Conseil d’élève : le retour d’expérience d’Arnaud
Pourquoi un conseil d’élèves ?
Au départ, pour donner la parole aux élèves. Comme d’autres enseignants, j’ai tendance à monopoliser la parole en classe, et l’envie (le besoin) s’est fait ressentir de leur donner un espace de parole à eux. Pour s’exprimer, critiquer, commenter, partager, proposer, ou juste écouter les autres.
Mais aussi pour essayer de régler cet autre constat : j’étais trop souvent pollué par des petits conflits à régler entre élèves, qui prennent énormément de temps pour un bénéfice assez peu sensible...
Enfin, parce que j’avais envie de donner la main aux élèves pour qu’ils soient acteurs de leur vie à l’école (partiellement bien sûr, de façon contrôlée, mais un peu quand même). Je râle trop souvent (intérieurement mais pas que) en constatant que les élèves sont passifs, ont du mal à se mobiliser sur des projets, même construits et intéressants (si, si !). Alors en institutionnalisant la possibilité pour eux de faire des propositions, j’aurais peut-être un peu plus de réussite.
Le contexte
J’ai une classe de CM1 (25 élèves), ayant des attitudes scolaires peu installées (vécu scolaire difficile ces dernières années, très hachées par l’intervention de très nombreux enseignants successifs en peu de temps), plutôt (très) passive et peu motivée (quel que soit le domaine).
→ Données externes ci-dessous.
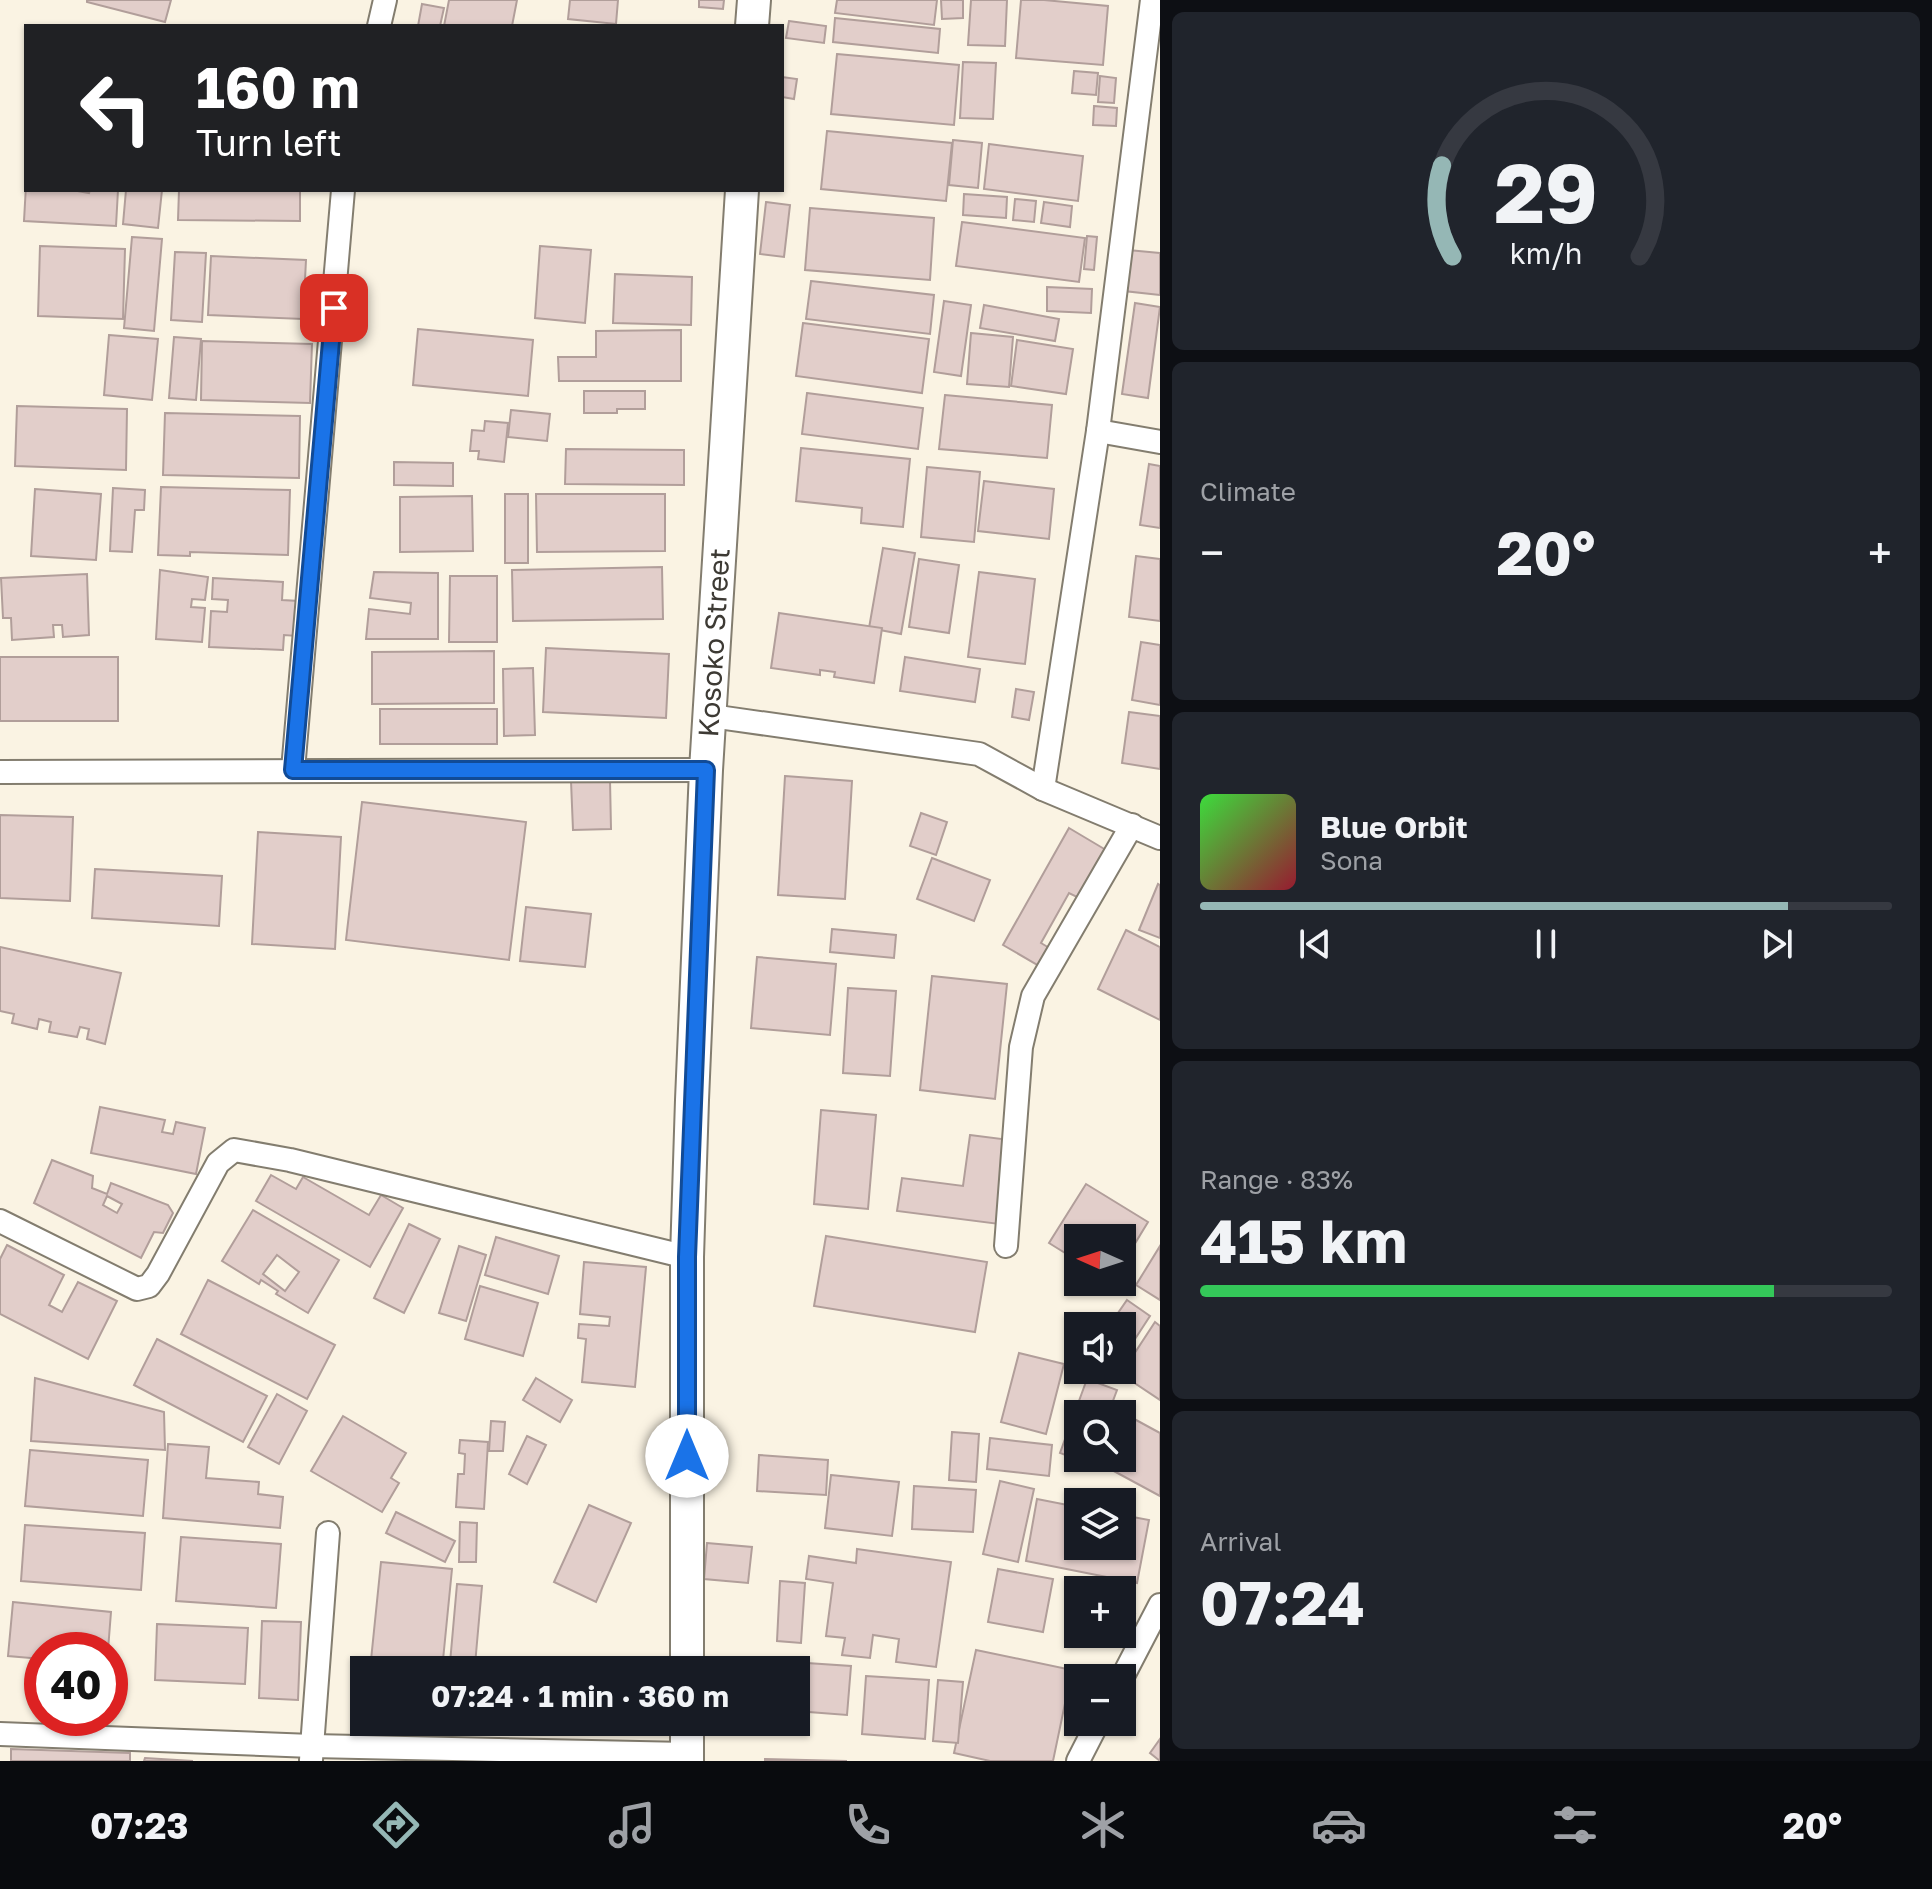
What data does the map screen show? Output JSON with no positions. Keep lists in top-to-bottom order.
{
  "streets": {
    "street": ["Kosoko Street"]
  },
  "north": "left",
  "page": {
    "turn": ["160 m", "Turn left"],
    "tile": [
      "Climate",
      ["Range · 83%", "415 km"],
      ["Arrival", "07:24"]
    ],
    "heat": ["−", "20°", "+"],
    "song": ["Blue Orbit", "Sona"],
    "map_buttons": ["+", "−"],
    "limit": "40",
    "trip": "07:24 · 1 min · 360 m",
    "tabs": ["07:23", "20°"],
    "gauge": ["29", "km/h"]
  }
}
J’éprouvais un intérêt (de curiosité, mais pas seulement) depuis quelques temps pour les pratiques coopératives, sans connaître qui que ce soit les pratiquant, sans savoir comment et par quoi commencer. J’en connaissais juste des bribes, glanées sur des sites ou blogs d’enseignants eux-mêmes suffisamment coopératifs avec leurs semblables pour partager leurs expériences et leurs pratiques.
Ma décision a été prise cette année de lancer des ceintures de connaissances/compétences en mathématiques pour travailler et évaluer les notions de l’année scolaire, puis petit à petit de lancer d’autres pratiques par petites touches (conseil d’élèves, tutorat, messages clairs...), principalement en appui sur le livre de Sylvain Connac, Apprendre avec les pédagogies coopératives.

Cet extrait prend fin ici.